Top of Supplied material

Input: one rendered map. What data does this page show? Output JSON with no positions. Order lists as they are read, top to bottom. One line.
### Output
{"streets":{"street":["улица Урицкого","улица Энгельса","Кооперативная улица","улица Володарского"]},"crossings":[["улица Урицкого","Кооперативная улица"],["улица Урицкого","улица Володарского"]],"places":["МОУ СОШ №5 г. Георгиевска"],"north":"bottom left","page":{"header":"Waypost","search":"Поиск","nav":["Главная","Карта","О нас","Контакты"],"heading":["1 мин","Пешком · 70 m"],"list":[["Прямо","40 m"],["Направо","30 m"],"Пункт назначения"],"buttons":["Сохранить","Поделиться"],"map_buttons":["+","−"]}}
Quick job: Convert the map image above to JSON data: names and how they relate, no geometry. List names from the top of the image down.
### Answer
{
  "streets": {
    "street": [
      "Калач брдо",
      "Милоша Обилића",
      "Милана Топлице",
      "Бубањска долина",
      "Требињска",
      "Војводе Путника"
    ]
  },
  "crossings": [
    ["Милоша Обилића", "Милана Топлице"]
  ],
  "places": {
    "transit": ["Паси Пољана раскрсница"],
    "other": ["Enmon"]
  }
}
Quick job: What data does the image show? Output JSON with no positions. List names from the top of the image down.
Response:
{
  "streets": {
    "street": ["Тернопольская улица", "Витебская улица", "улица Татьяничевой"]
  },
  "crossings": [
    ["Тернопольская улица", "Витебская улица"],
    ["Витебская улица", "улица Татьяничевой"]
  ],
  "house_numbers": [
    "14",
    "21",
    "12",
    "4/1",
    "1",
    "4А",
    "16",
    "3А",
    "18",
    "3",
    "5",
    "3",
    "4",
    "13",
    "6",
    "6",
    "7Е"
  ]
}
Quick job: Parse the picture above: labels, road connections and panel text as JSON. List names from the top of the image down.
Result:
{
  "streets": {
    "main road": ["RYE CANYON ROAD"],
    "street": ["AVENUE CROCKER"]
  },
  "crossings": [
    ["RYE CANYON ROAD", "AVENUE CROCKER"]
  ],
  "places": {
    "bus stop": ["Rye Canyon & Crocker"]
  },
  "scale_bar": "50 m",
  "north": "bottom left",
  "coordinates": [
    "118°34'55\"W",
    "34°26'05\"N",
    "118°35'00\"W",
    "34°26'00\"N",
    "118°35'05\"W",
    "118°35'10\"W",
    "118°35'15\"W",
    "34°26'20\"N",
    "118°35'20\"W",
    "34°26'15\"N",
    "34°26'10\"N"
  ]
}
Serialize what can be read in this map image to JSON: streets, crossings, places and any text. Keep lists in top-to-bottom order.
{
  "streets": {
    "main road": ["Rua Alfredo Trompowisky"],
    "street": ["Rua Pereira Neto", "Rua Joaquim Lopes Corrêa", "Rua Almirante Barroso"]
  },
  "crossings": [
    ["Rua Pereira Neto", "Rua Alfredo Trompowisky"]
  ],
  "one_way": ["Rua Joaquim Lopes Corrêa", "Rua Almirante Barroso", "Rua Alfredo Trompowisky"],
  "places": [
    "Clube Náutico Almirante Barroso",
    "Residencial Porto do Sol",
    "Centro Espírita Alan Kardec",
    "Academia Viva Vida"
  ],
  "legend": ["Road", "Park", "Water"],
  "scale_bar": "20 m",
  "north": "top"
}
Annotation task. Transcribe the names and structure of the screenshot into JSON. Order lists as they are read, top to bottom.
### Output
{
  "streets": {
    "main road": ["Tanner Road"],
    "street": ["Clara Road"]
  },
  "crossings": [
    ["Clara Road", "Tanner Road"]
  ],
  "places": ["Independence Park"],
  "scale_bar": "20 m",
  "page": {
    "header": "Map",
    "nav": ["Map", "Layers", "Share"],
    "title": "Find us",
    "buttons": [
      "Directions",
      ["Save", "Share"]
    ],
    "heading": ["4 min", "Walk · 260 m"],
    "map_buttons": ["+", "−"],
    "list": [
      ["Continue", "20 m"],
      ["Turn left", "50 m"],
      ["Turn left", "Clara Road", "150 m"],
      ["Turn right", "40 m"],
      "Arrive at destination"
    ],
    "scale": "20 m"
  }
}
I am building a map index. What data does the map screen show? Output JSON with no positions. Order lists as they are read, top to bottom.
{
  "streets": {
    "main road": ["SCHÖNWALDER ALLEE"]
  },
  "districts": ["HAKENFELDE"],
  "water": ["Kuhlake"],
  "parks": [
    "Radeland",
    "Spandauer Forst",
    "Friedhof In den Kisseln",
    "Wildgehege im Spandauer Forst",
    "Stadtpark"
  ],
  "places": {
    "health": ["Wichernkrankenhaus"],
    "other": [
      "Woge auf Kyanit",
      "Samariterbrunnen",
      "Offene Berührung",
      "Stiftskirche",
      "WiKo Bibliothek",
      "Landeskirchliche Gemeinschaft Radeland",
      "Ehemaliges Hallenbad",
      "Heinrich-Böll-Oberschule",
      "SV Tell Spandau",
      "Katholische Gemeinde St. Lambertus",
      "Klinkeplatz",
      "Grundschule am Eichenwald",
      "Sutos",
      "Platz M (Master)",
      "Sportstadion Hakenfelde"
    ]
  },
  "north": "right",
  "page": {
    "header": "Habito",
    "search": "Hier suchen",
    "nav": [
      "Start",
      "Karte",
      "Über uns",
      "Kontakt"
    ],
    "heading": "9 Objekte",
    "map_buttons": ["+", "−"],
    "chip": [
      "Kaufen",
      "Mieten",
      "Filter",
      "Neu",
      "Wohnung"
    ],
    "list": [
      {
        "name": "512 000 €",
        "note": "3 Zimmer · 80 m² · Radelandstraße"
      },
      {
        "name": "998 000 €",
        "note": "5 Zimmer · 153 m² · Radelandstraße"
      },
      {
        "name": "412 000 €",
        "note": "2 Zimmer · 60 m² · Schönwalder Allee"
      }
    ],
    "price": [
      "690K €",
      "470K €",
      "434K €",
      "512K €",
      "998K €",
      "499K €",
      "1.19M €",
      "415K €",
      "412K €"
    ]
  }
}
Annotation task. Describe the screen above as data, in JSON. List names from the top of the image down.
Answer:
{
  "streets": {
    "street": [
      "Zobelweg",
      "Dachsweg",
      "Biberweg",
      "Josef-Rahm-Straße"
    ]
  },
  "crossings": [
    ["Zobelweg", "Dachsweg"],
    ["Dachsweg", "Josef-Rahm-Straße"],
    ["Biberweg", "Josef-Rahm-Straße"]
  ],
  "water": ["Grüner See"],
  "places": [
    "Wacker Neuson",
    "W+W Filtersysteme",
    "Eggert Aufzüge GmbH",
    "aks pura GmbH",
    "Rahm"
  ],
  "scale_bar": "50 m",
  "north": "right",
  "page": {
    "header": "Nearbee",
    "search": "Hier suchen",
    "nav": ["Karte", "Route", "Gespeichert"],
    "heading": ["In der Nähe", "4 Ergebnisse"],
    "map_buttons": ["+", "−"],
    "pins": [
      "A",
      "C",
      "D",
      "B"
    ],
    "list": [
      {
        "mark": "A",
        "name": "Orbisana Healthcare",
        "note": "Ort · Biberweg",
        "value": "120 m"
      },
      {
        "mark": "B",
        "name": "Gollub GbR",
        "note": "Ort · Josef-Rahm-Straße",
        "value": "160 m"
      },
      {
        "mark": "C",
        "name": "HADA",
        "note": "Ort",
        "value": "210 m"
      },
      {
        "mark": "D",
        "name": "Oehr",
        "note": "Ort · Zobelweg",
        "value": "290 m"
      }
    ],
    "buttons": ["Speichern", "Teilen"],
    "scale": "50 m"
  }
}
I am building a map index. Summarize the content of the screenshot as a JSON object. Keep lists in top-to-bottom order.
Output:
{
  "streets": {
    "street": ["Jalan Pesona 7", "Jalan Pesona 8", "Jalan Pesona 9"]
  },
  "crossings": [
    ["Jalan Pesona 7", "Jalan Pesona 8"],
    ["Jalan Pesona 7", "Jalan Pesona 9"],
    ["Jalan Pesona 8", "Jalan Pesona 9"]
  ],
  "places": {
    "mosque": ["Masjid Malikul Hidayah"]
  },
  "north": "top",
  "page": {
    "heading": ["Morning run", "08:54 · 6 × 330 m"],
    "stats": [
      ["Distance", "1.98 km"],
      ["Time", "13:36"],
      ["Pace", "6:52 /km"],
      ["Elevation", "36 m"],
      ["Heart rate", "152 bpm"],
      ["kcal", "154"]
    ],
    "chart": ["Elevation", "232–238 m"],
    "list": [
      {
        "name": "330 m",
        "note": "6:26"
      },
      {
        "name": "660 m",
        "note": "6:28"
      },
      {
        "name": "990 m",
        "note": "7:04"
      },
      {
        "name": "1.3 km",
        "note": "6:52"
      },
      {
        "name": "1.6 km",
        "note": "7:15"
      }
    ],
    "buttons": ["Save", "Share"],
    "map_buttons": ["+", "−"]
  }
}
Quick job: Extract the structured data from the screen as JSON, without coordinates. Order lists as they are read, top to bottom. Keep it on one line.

Bottom of Supplied material

_Exercise prompt_
Among the records, find the lines that contain "task" and copy each of them.

_Your response_
Annotation task. Transcribe the names and structure of the screenshot into JSON. Order lists as they are read, top to bottom.
Annotation task. Describe the screen above as data, in JSON. List names from the top of the image down.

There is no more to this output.